▶ EXERCISE REQUIREMENTS
With nothing omitted, transcribe the entries exactly as written.

▶ DATASET EXCERPTS

════════

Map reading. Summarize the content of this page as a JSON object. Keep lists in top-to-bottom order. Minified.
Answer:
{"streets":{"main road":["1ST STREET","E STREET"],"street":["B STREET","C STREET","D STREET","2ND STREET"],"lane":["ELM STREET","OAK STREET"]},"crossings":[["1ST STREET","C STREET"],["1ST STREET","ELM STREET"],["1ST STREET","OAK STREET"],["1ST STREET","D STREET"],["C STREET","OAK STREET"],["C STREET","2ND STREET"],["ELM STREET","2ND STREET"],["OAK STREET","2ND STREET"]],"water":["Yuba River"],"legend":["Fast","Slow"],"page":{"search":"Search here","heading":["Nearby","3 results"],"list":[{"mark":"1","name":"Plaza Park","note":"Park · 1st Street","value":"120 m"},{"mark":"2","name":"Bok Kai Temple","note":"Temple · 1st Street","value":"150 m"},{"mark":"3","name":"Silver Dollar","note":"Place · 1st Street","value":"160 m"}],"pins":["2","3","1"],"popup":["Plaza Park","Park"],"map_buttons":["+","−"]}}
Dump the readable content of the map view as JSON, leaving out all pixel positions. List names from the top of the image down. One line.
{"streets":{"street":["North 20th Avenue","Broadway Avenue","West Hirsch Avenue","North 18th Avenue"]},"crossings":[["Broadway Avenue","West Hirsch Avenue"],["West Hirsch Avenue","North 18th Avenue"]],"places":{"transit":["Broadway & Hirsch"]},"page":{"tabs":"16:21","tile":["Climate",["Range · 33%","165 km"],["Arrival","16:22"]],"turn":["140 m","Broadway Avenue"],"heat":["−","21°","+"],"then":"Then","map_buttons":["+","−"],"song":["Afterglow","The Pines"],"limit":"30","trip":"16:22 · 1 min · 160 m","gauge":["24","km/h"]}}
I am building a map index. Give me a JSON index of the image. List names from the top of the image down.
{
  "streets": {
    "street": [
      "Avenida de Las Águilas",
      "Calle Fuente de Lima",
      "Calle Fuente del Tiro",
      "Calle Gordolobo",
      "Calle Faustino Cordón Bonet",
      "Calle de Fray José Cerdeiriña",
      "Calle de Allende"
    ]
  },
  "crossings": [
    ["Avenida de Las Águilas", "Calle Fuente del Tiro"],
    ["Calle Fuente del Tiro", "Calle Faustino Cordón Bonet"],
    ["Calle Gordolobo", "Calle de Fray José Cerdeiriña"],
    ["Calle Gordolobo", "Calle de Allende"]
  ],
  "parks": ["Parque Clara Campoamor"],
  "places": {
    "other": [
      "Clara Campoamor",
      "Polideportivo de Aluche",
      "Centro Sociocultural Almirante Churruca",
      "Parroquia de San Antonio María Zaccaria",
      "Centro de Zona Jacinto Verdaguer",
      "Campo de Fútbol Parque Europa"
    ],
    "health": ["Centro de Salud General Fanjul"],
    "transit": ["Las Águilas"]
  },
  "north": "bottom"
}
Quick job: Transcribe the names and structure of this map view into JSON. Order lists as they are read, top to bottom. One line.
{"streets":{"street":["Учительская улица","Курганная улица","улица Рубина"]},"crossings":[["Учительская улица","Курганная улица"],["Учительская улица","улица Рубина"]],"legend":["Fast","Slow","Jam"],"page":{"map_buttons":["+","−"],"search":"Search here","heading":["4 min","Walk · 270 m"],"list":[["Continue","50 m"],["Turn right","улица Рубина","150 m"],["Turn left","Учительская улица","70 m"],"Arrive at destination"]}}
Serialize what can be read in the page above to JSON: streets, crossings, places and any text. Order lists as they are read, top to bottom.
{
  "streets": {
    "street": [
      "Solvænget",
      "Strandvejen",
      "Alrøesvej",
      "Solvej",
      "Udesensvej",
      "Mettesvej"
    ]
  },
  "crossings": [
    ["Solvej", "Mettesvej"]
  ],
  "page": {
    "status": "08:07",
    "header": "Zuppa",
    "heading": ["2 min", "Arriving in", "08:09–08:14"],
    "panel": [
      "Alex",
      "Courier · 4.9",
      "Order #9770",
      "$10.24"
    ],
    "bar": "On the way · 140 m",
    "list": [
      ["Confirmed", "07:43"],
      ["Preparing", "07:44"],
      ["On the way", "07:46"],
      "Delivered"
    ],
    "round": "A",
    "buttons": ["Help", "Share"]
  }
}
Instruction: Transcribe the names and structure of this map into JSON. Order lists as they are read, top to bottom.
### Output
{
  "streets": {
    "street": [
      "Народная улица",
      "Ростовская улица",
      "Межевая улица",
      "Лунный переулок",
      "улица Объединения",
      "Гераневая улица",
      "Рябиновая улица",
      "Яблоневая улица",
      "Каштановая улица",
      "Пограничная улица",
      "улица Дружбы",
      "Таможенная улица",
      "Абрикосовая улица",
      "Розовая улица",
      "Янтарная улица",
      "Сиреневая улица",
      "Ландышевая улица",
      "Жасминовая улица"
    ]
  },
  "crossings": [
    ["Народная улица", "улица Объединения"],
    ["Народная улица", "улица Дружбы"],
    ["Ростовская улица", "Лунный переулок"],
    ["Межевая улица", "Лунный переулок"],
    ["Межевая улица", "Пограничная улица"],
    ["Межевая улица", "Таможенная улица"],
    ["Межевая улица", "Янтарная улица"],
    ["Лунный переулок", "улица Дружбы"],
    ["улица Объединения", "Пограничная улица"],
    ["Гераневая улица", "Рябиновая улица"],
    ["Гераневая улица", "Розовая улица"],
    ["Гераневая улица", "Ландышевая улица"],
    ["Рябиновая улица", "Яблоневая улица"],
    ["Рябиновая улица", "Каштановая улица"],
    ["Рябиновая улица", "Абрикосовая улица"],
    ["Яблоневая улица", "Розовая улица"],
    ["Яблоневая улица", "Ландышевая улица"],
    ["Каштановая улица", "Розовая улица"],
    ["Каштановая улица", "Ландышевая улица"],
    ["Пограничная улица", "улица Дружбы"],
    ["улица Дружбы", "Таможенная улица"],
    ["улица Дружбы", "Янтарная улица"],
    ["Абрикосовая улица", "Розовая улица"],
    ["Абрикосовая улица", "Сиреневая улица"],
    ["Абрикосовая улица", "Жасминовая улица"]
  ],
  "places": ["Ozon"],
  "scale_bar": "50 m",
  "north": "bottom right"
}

════════

▶ SOLVED PROBLEM
Map reading. Summarize the content of this page as a JSON object. Keep lists in top-to-bottom order. Minified.
Answer:
{"streets":{"main road":["1ST STREET","E STREET"],"street":["B STREET","C STREET","D STREET","2ND STREET"],"lane":["ELM STREET","OAK STREET"]},"crossings":[["1ST STREET","C STREET"],["1ST STREET","ELM STREET"],["1ST STREET","OAK STREET"],["1ST STREET","D STREET"],["C STREET","OAK STREET"],["C STREET","2ND STREET"],["ELM STREET","2ND STREET"],["OAK STREET","2ND STREET"]],"water":["Yuba River"],"legend":["Fast","Slow"],"page":{"search":"Search here","heading":["Nearby","3 results"],"list":[{"mark":"1","name":"Plaza Park","note":"Park · 1st Street","value":"120 m"},{"mark":"2","name":"Bok Kai Temple","note":"Temple · 1st Street","value":"150 m"},{"mark":"3","name":"Silver Dollar","note":"Place · 1st Street","value":"160 m"}],"pins":["2","3","1"],"popup":["Plaza Park","Park"],"map_buttons":["+","−"]}}
Dump the readable content of the map view as JSON, leaving out all pixel positions. List names from the top of the image down. One line.
{"streets":{"street":["North 20th Avenue","Broadway Avenue","West Hirsch Avenue","North 18th Avenue"]},"crossings":[["Broadway Avenue","West Hirsch Avenue"],["West Hirsch Avenue","North 18th Avenue"]],"places":{"transit":["Broadway & Hirsch"]},"page":{"tabs":"16:21","tile":["Climate",["Range · 33%","165 km"],["Arrival","16:22"]],"turn":["140 m","Broadway Avenue"],"heat":["−","21°","+"],"then":"Then","map_buttons":["+","−"],"song":["Afterglow","The Pines"],"limit":"30","trip":"16:22 · 1 min · 160 m","gauge":["24","km/h"]}}
I am building a map index. Give me a JSON index of the image. List names from the top of the image down.
{
  "streets": {
    "street": [
      "Avenida de Las Águilas",
      "Calle Fuente de Lima",
      "Calle Fuente del Tiro",
      "Calle Gordolobo",
      "Calle Faustino Cordón Bonet",
      "Calle de Fray José Cerdeiriña",
      "Calle de Allende"
    ]
  },
  "crossings": [
    ["Avenida de Las Águilas", "Calle Fuente del Tiro"],
    ["Calle Fuente del Tiro", "Calle Faustino Cordón Bonet"],
    ["Calle Gordolobo", "Calle de Fray José Cerdeiriña"],
    ["Calle Gordolobo", "Calle de Allende"]
  ],
  "parks": ["Parque Clara Campoamor"],
  "places": {
    "other": [
      "Clara Campoamor",
      "Polideportivo de Aluche",
      "Centro Sociocultural Almirante Churruca",
      "Parroquia de San Antonio María Zaccaria",
      "Centro de Zona Jacinto Verdaguer",
      "Campo de Fútbol Parque Europa"
    ],
    "health": ["Centro de Salud General Fanjul"],
    "transit": ["Las Águilas"]
  },
  "north": "bottom"
}
Quick job: Transcribe the names and structure of this map view into JSON. Order lists as they are read, top to bottom. One line.
{"streets":{"street":["Учительская улица","Курганная улица","улица Рубина"]},"crossings":[["Учительская улица","Курганная улица"],["Учительская улица","улица Рубина"]],"legend":["Fast","Slow","Jam"],"page":{"map_buttons":["+","−"],"search":"Search here","heading":["4 min","Walk · 270 m"],"list":[["Continue","50 m"],["Turn right","улица Рубина","150 m"],["Turn left","Учительская улица","70 m"],"Arrive at destination"]}}
Serialize what can be read in the page above to JSON: streets, crossings, places and any text. Order lists as they are read, top to bottom.
{
  "streets": {
    "street": [
      "Solvænget",
      "Strandvejen",
      "Alrøesvej",
      "Solvej",
      "Udesensvej",
      "Mettesvej"
    ]
  },
  "crossings": [
    ["Solvej", "Mettesvej"]
  ],
  "page": {
    "status": "08:07",
    "header": "Zuppa",
    "heading": ["2 min", "Arriving in", "08:09–08:14"],
    "panel": [
      "Alex",
      "Courier · 4.9",
      "Order #9770",
      "$10.24"
    ],
    "bar": "On the way · 140 m",
    "list": [
      ["Confirmed", "07:43"],
      ["Preparing", "07:44"],
      ["On the way", "07:46"],
      "Delivered"
    ],
    "round": "A",
    "buttons": ["Help", "Share"]
  }
}
Instruction: Transcribe the names and structure of this map into JSON. Order lists as they are read, top to bottom.
### Output
{
  "streets": {
    "street": [
      "Народная улица",
      "Ростовская улица",
      "Межевая улица",
      "Лунный переулок",
      "улица Объединения",
      "Гераневая улица",
      "Рябиновая улица",
      "Яблоневая улица",
      "Каштановая улица",
      "Пограничная улица",
      "улица Дружбы",
      "Таможенная улица",
      "Абрикосовая улица",
      "Розовая улица",
      "Янтарная улица",
      "Сиреневая улица",
      "Ландышевая улица",
      "Жасминовая улица"
    ]
  },
  "crossings": [
    ["Народная улица", "улица Объединения"],
    ["Народная улица", "улица Дружбы"],
    ["Ростовская улица", "Лунный переулок"],
    ["Межевая улица", "Лунный переулок"],
    ["Межевая улица", "Пограничная улица"],
    ["Межевая улица", "Таможенная улица"],
    ["Межевая улица", "Янтарная улица"],
    ["Лунный переулок", "улица Дружбы"],
    ["улица Объединения", "Пограничная улица"],
    ["Гераневая улица", "Рябиновая улица"],
    ["Гераневая улица", "Розовая улица"],
    ["Гераневая улица", "Ландышевая улица"],
    ["Рябиновая улица", "Яблоневая улица"],
    ["Рябиновая улица", "Каштановая улица"],
    ["Рябиновая улица", "Абрикосовая улица"],
    ["Яблоневая улица", "Розовая улица"],
    ["Яблоневая улица", "Ландышевая улица"],
    ["Каштановая улица", "Розовая улица"],
    ["Каштановая улица", "Ландышевая улица"],
    ["Пограничная улица", "улица Дружбы"],
    ["улица Дружбы", "Таможенная улица"],
    ["улица Дружбы", "Янтарная улица"],
    ["Абрикосовая улица", "Розовая улица"],
    ["Абрикосовая улица", "Сиреневая улица"],
    ["Абрикосовая улица", "Жасминовая улица"]
  ],
  "places": ["Ozon"],
  "scale_bar": "50 m",
  "north": "bottom right"
}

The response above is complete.